(Items listed in a dataset)
-- -- --

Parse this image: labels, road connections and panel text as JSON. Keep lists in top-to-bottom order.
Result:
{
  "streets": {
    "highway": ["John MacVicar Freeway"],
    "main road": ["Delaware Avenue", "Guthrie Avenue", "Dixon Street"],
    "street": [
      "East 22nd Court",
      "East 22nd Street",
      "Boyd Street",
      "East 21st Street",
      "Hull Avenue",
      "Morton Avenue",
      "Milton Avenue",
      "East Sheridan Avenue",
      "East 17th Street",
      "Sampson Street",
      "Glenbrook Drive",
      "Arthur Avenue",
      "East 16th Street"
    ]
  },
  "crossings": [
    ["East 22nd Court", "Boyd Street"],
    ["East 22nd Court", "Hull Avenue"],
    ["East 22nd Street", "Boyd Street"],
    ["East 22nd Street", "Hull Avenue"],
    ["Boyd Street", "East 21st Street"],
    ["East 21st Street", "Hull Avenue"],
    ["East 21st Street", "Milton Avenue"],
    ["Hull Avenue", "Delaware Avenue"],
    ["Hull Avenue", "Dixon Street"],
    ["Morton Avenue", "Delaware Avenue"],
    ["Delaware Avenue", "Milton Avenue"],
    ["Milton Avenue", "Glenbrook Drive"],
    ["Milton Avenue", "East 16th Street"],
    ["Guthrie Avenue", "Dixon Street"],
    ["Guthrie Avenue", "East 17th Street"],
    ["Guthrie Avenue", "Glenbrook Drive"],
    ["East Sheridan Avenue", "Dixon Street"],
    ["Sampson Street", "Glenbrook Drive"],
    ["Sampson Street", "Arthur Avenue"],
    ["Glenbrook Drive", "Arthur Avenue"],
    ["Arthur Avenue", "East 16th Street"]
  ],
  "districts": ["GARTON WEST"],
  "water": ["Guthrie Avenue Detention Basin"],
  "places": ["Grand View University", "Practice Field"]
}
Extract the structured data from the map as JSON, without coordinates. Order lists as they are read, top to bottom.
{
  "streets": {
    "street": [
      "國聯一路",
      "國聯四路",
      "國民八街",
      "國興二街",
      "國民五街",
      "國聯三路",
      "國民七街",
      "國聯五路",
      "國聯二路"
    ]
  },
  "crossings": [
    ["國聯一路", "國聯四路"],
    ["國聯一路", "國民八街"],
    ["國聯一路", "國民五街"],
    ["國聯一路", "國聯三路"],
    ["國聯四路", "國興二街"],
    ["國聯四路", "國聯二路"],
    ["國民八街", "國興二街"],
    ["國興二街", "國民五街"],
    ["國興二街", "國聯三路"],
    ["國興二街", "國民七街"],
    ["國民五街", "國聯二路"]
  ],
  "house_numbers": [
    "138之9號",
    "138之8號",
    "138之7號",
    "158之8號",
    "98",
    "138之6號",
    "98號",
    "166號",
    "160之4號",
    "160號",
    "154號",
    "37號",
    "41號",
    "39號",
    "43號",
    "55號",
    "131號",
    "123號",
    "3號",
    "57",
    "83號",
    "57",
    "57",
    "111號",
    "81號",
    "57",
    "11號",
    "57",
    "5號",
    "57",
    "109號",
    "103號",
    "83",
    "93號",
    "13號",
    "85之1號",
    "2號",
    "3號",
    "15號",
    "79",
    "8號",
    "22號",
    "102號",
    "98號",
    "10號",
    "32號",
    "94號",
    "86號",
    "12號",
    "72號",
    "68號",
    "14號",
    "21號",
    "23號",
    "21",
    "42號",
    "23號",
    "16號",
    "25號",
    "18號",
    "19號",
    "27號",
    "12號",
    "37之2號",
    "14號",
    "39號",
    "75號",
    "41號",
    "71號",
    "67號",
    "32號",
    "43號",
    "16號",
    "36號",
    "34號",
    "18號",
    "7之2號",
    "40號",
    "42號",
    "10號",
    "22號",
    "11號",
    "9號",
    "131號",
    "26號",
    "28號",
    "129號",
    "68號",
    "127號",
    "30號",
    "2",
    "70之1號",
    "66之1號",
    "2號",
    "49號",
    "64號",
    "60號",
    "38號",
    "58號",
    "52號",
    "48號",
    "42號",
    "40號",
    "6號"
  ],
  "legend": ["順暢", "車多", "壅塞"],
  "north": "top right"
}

-- -- --

### Directions for this task
Which lines in the entries above contain "Morton"? Pull each of them out.

### Answer section
      "Morton Avenue",
    ["Morton Avenue", "Delaware Avenue"],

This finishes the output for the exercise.